On the other hand, preserving dynamic security is different between the bulk power systems and MGs. In the case of the bulk power systems, the conventional synchronous generators are considered the source of the dynamics. Likewise, in MGs, the RESs are the host of dynamics. Moreover, most of the available methods for preserving the dynamic security of the bulk power systems are considered inefficient for MGs due to these methods are devised based on the features of the bulk power system, which are significant inertia constant and rather slow dynamics. Therefore, this research studies the dynamic security issue in the microgrids. In the MGs, the RESs exchange power to the MGs through inverters/converters. The power electronic interface-based RESs are static devices without any rotating mass so that the associated inertia constant is roughly zero.
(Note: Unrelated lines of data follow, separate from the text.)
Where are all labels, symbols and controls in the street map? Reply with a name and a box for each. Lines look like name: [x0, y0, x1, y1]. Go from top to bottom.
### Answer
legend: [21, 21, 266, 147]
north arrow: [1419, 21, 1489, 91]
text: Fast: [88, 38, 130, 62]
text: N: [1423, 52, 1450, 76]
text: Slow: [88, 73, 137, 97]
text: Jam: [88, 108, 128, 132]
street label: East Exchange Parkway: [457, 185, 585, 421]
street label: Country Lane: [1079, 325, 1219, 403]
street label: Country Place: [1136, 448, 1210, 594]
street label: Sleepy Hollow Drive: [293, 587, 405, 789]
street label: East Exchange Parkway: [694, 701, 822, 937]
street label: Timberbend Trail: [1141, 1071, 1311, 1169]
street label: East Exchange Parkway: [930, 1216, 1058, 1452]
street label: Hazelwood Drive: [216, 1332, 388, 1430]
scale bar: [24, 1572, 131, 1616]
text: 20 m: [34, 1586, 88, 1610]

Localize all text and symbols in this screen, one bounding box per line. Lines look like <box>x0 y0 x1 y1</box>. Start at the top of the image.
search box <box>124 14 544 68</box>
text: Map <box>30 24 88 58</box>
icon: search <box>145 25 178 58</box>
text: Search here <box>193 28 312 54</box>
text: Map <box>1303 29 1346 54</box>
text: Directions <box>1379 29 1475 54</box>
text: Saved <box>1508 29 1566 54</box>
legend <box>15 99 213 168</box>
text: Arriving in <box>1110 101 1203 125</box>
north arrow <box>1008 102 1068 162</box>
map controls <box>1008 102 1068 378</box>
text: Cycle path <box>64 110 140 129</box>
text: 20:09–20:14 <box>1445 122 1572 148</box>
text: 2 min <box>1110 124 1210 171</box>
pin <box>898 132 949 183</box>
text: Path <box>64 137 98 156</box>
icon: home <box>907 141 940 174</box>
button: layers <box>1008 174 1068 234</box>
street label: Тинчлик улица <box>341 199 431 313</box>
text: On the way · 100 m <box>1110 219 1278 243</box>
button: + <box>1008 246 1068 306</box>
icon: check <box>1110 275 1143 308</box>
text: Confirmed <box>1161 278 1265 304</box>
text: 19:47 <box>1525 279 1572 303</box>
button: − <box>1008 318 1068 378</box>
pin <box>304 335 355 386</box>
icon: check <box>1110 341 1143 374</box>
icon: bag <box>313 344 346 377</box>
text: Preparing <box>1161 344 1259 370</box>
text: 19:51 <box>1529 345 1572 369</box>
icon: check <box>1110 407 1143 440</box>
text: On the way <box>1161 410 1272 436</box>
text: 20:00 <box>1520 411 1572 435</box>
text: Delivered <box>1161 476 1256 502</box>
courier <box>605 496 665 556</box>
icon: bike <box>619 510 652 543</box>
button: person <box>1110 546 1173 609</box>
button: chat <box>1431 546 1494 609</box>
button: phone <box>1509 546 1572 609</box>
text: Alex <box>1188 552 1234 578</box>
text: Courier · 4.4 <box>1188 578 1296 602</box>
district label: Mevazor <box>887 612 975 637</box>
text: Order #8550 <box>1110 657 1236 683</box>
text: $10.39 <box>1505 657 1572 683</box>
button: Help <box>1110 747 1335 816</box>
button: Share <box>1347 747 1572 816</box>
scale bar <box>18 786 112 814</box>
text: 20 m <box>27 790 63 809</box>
On the other hand, synchronous generators-based RESs are small-scale generators with noticeably low inertia constants [28]. Such a low inertia constant renders the MGs more vulnerable to the transients than the bulk power systems. Furthermore, the power generation from RESs are unpredictable and variable, results in more fluctuations in power flow and frequency in the MG, which significantly affects the power system operation. Also, the randomly changes in load power demand caused a bad response to the PCC voltage, active, and reactive powers transfer. To solve the dynamic stability problems, it must be determined the effective factors, which steer the MGs toward the insecurity. These factors include a low inertia constant, frequent fault occurrence, and inadequacy of existing protection schemes. Moreover, the performance of the protection system is one the most significant factors which imperils the dynamic security of the μGs. Therefore, the stability and protection coordination issues have become a center of interest especially for power system researchers. Hence, this research proposes an efficient coordination of secondary frequency control (i.e., LFC) and the digital OUFR for an islanded MG security considering high penetration of RESs.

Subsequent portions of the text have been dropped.